**TASK STATEMENT**
Give the number of lines in the data below that contain "service", with no other words.

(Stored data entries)

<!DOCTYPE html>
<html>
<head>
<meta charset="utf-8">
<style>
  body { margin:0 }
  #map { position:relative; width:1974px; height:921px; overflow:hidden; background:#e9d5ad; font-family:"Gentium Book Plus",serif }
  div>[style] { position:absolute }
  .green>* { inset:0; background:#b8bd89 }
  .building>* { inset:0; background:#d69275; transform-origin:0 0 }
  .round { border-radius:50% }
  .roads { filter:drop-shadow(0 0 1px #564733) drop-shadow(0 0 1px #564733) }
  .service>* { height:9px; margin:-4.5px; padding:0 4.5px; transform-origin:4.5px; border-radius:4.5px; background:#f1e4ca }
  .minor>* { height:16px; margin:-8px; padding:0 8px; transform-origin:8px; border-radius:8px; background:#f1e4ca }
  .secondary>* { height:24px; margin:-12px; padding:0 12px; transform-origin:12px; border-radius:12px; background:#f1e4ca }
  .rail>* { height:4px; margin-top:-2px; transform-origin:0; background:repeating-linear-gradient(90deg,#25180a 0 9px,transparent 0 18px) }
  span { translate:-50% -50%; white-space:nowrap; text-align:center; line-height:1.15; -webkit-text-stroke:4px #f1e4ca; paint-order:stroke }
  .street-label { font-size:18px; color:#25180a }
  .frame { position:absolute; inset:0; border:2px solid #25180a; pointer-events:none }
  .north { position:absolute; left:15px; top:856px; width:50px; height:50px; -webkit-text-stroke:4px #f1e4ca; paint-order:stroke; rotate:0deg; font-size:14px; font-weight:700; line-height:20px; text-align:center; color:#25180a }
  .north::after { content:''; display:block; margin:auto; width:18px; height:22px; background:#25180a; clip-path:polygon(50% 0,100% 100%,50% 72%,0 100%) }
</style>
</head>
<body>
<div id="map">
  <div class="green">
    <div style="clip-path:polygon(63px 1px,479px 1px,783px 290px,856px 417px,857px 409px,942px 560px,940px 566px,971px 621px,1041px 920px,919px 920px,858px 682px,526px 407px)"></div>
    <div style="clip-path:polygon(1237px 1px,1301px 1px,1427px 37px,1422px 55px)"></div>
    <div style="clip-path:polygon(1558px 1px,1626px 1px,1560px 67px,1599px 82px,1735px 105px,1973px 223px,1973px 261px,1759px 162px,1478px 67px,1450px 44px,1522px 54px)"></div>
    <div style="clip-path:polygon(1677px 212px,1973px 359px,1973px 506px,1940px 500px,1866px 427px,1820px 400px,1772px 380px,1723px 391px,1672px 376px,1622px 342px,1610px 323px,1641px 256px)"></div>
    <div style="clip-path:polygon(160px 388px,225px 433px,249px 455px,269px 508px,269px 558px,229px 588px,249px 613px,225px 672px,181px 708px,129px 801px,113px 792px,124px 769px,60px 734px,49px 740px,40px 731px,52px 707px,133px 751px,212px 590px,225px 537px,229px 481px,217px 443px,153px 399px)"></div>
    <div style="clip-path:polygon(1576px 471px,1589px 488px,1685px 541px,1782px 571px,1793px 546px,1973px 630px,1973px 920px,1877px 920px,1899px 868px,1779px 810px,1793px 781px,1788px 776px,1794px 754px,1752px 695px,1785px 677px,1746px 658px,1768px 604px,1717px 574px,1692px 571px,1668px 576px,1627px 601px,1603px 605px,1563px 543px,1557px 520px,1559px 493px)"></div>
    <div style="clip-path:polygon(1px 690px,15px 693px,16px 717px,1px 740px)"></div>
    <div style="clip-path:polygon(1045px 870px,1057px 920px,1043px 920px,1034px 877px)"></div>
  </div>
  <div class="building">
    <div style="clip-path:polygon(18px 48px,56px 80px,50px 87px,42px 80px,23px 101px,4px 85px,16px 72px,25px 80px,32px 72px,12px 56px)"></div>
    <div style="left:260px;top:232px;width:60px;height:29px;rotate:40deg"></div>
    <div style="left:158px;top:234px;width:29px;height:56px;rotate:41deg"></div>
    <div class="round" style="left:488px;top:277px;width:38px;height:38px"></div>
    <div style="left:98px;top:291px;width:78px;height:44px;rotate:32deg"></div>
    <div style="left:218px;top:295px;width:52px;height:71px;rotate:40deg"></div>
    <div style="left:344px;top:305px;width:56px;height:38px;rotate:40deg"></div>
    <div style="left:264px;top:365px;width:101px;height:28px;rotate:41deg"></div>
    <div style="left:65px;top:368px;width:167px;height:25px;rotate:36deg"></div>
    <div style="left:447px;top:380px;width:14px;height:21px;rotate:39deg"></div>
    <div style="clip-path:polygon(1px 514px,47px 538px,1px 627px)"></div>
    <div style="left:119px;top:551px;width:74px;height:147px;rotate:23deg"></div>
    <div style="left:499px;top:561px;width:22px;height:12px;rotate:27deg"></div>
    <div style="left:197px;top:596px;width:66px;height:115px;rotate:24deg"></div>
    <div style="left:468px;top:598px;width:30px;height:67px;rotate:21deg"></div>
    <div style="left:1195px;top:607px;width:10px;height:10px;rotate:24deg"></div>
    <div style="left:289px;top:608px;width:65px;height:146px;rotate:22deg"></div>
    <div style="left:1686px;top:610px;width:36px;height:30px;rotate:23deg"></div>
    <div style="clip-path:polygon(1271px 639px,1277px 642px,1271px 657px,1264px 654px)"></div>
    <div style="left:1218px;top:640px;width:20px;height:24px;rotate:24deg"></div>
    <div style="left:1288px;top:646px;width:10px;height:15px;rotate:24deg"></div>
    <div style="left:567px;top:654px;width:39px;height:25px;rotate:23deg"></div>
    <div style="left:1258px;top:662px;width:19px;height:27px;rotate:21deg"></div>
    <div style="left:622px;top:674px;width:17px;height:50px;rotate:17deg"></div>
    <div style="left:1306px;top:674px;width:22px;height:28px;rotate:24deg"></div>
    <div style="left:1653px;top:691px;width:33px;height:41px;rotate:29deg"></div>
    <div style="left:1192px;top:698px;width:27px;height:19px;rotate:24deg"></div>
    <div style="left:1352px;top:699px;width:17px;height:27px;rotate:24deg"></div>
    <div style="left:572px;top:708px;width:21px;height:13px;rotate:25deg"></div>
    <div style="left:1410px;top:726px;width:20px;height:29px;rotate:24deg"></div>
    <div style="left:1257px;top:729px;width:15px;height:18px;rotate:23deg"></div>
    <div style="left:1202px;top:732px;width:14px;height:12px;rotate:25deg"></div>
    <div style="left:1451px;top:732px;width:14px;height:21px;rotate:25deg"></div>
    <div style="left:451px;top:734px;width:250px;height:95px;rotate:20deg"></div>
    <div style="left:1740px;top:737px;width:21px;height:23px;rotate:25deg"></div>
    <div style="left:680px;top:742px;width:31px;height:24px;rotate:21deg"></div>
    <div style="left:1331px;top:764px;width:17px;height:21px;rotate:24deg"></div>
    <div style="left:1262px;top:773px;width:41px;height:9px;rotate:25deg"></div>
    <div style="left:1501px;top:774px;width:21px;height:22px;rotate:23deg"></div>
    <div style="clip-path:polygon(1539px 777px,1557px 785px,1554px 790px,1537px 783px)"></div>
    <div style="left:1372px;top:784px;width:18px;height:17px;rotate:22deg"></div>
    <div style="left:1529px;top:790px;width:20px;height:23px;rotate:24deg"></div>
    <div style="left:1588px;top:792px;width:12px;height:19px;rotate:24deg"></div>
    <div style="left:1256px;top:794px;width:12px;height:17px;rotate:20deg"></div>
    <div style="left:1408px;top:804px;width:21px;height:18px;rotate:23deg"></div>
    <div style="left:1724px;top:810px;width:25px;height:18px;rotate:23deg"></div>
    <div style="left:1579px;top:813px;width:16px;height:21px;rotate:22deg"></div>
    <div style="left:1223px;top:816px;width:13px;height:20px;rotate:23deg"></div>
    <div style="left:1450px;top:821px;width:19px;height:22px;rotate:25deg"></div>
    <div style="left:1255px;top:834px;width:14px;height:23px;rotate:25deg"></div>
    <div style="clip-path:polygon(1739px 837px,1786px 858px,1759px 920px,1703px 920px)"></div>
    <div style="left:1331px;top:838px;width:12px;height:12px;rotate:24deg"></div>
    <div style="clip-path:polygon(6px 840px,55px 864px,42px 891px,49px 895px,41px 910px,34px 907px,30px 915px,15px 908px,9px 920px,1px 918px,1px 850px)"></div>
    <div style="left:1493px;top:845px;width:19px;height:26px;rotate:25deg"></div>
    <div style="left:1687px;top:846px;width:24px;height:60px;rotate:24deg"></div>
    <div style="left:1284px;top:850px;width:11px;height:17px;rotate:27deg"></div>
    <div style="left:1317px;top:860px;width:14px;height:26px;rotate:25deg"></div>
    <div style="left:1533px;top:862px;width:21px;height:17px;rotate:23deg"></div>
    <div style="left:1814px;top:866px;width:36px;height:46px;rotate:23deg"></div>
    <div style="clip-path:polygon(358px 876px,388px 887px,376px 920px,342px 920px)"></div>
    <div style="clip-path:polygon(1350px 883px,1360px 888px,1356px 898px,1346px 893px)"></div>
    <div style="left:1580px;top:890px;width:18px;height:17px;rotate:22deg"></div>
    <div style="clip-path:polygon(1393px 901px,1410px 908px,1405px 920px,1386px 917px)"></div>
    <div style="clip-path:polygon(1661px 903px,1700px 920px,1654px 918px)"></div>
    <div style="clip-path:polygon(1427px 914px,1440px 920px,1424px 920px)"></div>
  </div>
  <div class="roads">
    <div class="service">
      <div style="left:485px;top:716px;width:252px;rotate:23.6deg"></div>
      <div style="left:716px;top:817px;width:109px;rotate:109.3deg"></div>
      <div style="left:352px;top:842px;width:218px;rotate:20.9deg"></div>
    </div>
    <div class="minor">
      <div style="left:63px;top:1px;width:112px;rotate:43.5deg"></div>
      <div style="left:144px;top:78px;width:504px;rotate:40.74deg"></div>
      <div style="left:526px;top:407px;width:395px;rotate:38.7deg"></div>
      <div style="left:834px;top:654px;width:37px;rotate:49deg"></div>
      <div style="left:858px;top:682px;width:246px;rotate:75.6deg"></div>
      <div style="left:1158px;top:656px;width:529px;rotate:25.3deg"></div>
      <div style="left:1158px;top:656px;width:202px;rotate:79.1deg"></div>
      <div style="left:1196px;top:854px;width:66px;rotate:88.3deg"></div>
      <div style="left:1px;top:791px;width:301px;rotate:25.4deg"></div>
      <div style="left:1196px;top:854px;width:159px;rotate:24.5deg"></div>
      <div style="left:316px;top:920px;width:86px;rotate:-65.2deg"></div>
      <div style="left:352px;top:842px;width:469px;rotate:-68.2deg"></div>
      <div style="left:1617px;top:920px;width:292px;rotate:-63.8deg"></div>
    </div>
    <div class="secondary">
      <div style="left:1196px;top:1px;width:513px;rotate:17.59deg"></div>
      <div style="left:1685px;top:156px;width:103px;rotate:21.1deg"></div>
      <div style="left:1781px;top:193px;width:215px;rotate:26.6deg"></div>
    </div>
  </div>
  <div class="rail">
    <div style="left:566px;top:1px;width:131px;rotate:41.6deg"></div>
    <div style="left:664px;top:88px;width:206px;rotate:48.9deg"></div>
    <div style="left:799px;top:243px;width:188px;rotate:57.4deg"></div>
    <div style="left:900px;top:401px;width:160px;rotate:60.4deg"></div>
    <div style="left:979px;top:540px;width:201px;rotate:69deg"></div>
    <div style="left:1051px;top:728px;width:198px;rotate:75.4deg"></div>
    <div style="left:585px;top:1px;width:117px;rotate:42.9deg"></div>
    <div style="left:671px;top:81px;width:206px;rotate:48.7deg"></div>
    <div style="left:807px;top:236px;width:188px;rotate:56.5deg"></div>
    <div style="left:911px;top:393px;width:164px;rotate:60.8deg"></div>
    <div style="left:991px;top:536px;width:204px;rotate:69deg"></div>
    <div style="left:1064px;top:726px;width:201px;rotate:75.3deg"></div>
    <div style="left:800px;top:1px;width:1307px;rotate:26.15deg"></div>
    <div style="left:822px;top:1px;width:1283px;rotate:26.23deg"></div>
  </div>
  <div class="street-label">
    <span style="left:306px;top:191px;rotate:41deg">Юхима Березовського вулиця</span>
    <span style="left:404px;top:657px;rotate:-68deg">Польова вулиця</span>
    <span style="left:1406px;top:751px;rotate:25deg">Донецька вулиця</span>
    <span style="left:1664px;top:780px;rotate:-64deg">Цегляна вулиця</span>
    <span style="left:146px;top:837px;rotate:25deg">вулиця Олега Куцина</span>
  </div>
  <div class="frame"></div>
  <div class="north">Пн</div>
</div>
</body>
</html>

**ANSWER TO THIS EXERCISE**
2